DATASET RECORDS Start Marker

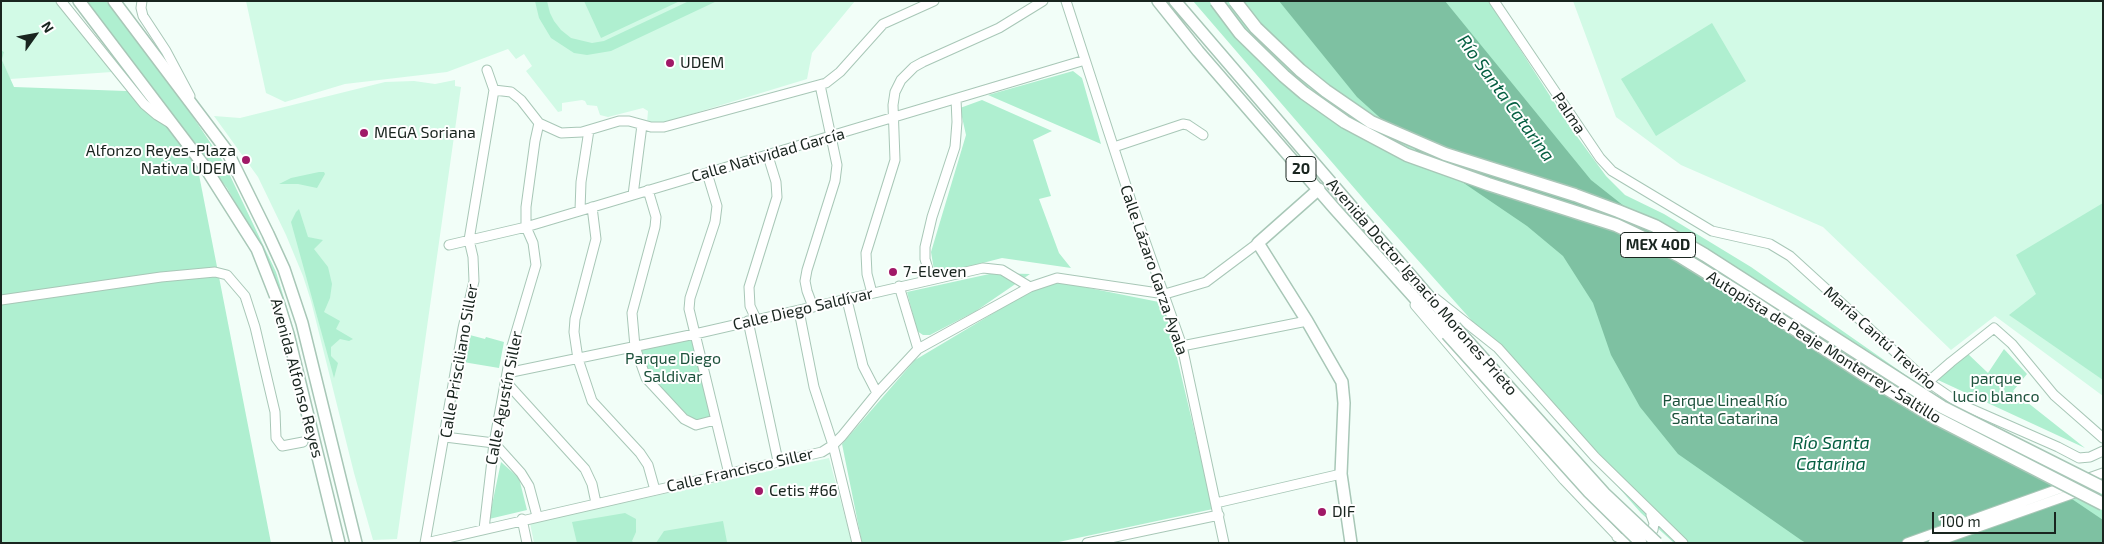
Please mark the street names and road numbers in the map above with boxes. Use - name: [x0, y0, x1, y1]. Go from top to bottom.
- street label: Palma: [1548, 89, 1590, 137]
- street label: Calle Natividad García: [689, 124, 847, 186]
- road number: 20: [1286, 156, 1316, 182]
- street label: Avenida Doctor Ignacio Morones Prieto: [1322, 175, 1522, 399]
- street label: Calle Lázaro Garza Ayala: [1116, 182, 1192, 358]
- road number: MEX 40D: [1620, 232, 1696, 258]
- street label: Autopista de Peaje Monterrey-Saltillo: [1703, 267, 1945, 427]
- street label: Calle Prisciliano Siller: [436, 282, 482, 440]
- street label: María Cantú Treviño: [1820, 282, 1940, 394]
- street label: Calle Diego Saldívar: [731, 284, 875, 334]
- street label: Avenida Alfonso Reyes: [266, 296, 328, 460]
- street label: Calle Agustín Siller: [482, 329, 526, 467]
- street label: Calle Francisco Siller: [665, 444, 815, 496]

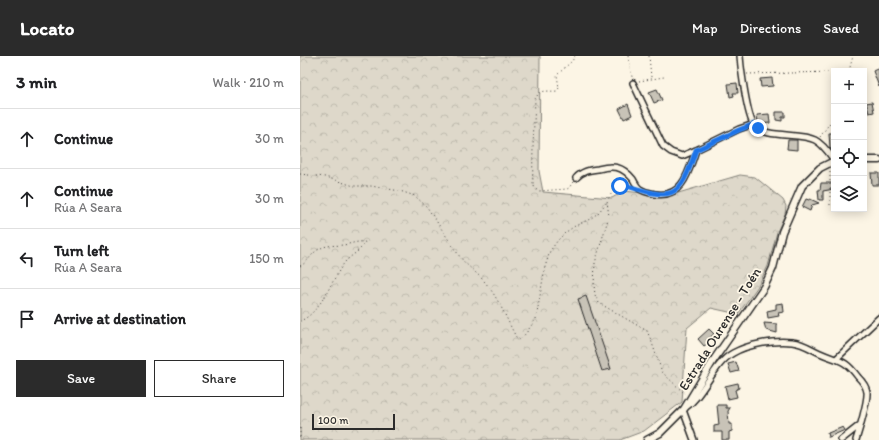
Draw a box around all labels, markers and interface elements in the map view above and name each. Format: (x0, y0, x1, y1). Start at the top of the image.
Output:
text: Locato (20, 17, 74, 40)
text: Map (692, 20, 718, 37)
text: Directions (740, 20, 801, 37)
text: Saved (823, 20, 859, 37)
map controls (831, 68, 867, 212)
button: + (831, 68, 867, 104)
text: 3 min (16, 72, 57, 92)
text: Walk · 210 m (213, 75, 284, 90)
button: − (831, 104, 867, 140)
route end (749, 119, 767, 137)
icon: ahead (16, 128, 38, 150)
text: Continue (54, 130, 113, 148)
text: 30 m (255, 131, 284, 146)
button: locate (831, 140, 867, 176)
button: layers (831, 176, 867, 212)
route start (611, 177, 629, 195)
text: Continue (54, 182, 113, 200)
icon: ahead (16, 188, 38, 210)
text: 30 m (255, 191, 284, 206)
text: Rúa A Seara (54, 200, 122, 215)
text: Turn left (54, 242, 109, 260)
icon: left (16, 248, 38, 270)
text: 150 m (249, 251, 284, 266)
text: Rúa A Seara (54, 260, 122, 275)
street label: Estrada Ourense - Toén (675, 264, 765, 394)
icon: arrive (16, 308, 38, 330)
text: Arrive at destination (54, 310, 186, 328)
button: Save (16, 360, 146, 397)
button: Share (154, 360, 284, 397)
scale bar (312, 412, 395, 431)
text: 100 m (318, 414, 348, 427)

DATASET RECORDS End Marker

INSTRUCTIONS FOR THE TASK — Transcribe the entries word for word, without their pictures.

SOLUTION FOR THIS EXERCISE —
Please mark the street names and road numbers in the map above with boxes. Use - name: [x0, y0, x1, y1]. Go from top to bottom.
- street label: Palma: [1548, 89, 1590, 137]
- street label: Calle Natividad García: [689, 124, 847, 186]
- road number: 20: [1286, 156, 1316, 182]
- street label: Avenida Doctor Ignacio Morones Prieto: [1322, 175, 1522, 399]
- street label: Calle Lázaro Garza Ayala: [1116, 182, 1192, 358]
- road number: MEX 40D: [1620, 232, 1696, 258]
- street label: Autopista de Peaje Monterrey-Saltillo: [1703, 267, 1945, 427]
- street label: Calle Prisciliano Siller: [436, 282, 482, 440]
- street label: María Cantú Treviño: [1820, 282, 1940, 394]
- street label: Calle Diego Saldívar: [731, 284, 875, 334]
- street label: Avenida Alfonso Reyes: [266, 296, 328, 460]
- street label: Calle Agustín Siller: [482, 329, 526, 467]
- street label: Calle Francisco Siller: [665, 444, 815, 496]

Draw a box around all labels, markers and interface elements in the map view above and name each. Format: (x0, y0, x1, y1). Start at the top of the image.
Output:
text: Locato (20, 17, 74, 40)
text: Map (692, 20, 718, 37)
text: Directions (740, 20, 801, 37)
text: Saved (823, 20, 859, 37)
map controls (831, 68, 867, 212)
button: + (831, 68, 867, 104)
text: 3 min (16, 72, 57, 92)
text: Walk · 210 m (213, 75, 284, 90)
button: − (831, 104, 867, 140)
route end (749, 119, 767, 137)
icon: ahead (16, 128, 38, 150)
text: Continue (54, 130, 113, 148)
text: 30 m (255, 131, 284, 146)
button: locate (831, 140, 867, 176)
button: layers (831, 176, 867, 212)
route start (611, 177, 629, 195)
text: Continue (54, 182, 113, 200)
icon: ahead (16, 188, 38, 210)
text: 30 m (255, 191, 284, 206)
text: Rúa A Seara (54, 200, 122, 215)
text: Turn left (54, 242, 109, 260)
icon: left (16, 248, 38, 270)
text: 150 m (249, 251, 284, 266)
text: Rúa A Seara (54, 260, 122, 275)
street label: Estrada Ourense - Toén (675, 264, 765, 394)
icon: arrive (16, 308, 38, 330)
text: Arrive at destination (54, 310, 186, 328)
button: Save (16, 360, 146, 397)
button: Share (154, 360, 284, 397)
scale bar (312, 412, 395, 431)
text: 100 m (318, 414, 348, 427)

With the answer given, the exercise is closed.